* **Saved data entries**:

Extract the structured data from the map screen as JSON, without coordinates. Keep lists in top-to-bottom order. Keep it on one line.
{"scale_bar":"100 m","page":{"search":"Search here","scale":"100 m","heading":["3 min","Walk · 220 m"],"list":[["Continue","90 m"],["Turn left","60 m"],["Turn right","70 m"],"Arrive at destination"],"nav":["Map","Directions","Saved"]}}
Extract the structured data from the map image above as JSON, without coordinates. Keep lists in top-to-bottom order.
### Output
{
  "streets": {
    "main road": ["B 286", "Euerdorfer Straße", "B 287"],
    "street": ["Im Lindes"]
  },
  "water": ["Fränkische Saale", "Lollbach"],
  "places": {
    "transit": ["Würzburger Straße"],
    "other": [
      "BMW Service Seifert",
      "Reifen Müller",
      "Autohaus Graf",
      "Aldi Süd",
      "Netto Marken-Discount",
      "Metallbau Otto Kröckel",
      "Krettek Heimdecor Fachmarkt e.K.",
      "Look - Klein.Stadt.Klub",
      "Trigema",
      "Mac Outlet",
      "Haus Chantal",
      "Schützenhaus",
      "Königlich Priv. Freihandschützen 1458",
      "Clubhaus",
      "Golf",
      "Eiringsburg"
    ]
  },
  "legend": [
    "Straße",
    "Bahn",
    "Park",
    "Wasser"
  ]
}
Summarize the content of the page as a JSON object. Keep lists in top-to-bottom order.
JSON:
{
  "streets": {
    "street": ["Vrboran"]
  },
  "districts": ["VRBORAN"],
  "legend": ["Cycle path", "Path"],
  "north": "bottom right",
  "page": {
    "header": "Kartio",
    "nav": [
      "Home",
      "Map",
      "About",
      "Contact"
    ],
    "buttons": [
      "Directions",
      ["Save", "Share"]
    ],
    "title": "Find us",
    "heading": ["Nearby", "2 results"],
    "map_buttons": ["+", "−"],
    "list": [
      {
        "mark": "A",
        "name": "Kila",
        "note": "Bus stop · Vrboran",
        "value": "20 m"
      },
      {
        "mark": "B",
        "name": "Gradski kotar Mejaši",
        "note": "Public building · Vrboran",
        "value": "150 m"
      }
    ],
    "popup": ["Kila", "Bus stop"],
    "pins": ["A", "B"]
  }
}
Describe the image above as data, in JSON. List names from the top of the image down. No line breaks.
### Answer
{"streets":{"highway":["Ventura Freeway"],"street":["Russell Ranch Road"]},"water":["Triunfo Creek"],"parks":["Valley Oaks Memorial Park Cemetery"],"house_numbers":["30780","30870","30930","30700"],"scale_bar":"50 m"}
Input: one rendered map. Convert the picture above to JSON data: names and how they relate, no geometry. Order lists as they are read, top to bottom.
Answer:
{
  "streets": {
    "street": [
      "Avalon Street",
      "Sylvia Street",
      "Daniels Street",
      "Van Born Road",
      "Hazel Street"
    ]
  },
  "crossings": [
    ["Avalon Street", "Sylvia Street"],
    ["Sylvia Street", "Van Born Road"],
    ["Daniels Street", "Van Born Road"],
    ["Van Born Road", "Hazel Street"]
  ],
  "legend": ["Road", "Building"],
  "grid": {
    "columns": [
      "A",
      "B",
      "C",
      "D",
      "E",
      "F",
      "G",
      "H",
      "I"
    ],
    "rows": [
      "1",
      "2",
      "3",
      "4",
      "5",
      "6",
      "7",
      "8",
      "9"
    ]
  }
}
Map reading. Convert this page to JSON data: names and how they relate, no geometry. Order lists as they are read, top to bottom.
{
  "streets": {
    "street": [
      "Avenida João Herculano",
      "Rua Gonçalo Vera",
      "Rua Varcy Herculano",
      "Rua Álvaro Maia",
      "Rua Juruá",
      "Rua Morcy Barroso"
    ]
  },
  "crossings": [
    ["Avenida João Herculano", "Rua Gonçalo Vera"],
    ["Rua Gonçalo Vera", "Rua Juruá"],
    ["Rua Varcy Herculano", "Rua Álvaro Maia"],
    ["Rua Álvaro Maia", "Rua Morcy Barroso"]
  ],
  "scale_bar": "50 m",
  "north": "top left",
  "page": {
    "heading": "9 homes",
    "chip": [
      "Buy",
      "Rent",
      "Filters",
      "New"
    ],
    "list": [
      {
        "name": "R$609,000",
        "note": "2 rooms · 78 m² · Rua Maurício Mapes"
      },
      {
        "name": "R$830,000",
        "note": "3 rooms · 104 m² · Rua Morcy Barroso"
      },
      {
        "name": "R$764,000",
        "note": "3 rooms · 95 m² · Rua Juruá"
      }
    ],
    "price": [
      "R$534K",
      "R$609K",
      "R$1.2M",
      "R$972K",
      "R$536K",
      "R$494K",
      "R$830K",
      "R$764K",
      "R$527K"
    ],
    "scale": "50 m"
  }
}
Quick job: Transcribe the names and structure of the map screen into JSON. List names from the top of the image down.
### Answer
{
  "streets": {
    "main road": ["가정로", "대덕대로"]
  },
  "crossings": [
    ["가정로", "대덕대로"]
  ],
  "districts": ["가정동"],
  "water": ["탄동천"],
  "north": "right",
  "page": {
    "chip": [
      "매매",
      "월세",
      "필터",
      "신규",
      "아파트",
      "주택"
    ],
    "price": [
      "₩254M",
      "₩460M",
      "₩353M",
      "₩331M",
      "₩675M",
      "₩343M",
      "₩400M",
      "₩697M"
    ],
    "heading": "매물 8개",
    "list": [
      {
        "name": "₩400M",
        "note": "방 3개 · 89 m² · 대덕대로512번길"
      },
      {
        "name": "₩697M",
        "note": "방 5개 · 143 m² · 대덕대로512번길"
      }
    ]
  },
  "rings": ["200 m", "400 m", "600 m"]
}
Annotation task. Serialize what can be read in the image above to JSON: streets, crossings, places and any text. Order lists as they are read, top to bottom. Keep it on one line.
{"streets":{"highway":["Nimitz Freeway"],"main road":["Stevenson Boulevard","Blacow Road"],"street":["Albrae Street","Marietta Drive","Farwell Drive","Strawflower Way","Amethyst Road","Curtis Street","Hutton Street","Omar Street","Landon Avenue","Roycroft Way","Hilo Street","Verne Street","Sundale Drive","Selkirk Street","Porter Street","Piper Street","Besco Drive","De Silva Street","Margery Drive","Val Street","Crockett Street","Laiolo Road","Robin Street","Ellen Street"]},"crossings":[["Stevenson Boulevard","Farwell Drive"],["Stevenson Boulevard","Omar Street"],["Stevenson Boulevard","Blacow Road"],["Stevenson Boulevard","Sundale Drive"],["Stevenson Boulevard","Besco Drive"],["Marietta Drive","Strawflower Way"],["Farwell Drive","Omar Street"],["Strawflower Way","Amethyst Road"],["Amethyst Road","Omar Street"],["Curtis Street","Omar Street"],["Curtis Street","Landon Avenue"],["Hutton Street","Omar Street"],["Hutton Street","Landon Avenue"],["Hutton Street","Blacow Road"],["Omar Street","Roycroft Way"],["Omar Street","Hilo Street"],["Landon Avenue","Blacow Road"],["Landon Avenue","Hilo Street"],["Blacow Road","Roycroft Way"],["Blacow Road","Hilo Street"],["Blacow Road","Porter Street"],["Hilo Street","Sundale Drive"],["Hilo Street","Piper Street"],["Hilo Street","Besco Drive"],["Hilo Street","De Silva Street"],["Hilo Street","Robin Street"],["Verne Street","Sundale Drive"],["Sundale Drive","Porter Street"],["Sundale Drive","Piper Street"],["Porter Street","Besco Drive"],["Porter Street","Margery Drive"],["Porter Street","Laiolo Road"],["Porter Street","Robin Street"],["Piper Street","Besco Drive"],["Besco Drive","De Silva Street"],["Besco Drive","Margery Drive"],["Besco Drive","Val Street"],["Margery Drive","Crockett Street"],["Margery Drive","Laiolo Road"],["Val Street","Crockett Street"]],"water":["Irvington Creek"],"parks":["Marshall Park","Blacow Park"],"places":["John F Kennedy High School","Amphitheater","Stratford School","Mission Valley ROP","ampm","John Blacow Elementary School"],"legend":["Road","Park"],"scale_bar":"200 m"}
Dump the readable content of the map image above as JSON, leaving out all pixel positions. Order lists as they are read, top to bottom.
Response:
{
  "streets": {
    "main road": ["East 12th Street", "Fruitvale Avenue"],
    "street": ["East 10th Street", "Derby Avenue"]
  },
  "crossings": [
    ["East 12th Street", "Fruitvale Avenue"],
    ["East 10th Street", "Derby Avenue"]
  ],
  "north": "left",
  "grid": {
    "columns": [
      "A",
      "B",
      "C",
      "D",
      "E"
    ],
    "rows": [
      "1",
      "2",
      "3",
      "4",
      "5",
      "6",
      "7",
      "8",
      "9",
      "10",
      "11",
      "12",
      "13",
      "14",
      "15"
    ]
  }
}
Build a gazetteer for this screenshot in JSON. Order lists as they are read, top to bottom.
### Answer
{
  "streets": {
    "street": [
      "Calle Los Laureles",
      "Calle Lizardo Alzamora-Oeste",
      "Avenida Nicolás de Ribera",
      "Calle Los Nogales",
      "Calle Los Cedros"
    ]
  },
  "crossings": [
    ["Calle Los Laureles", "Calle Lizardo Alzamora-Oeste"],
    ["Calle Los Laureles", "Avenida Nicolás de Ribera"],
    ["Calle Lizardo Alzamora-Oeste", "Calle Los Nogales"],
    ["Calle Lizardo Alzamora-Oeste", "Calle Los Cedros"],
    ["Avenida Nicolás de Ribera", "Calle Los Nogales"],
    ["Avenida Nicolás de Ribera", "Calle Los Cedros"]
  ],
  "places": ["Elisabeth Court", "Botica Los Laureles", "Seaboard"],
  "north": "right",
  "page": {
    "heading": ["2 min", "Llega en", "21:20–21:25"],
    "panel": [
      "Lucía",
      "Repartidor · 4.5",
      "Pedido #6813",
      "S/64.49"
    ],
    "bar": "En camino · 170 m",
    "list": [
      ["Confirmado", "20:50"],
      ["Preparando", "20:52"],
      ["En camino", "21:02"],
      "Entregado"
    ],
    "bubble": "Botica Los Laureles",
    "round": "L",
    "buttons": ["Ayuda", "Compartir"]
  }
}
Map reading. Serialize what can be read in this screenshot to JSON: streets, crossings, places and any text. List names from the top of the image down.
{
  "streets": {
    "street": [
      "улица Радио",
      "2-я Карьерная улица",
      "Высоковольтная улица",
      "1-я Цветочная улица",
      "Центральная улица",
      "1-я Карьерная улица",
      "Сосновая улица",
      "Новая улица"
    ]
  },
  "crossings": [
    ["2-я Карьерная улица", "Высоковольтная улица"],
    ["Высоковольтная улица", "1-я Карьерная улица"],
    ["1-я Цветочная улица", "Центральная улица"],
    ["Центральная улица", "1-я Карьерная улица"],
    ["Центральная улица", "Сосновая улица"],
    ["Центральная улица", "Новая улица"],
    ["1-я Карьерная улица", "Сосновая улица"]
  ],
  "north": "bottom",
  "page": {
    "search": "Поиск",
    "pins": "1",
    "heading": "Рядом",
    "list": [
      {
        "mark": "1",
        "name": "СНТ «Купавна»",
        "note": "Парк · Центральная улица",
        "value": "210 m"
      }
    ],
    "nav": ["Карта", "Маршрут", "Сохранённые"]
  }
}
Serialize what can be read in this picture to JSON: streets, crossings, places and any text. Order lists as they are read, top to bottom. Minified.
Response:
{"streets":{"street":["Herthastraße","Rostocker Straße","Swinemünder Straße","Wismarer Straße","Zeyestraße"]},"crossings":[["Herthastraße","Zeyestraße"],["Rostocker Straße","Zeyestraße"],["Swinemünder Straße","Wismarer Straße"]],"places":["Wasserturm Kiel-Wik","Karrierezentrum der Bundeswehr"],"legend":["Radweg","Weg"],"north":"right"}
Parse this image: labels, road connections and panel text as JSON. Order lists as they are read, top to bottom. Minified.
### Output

* **Aim of the task**: Print the line containing "Parse this image: labels, road", then every line after it through the last line of the records, each exactly as written; nothing else belongs in the answer.

* **Exercise solution**:
Parse this image: labels, road connections and panel text as JSON. Order lists as they are read, top to bottom. Minified.
### Output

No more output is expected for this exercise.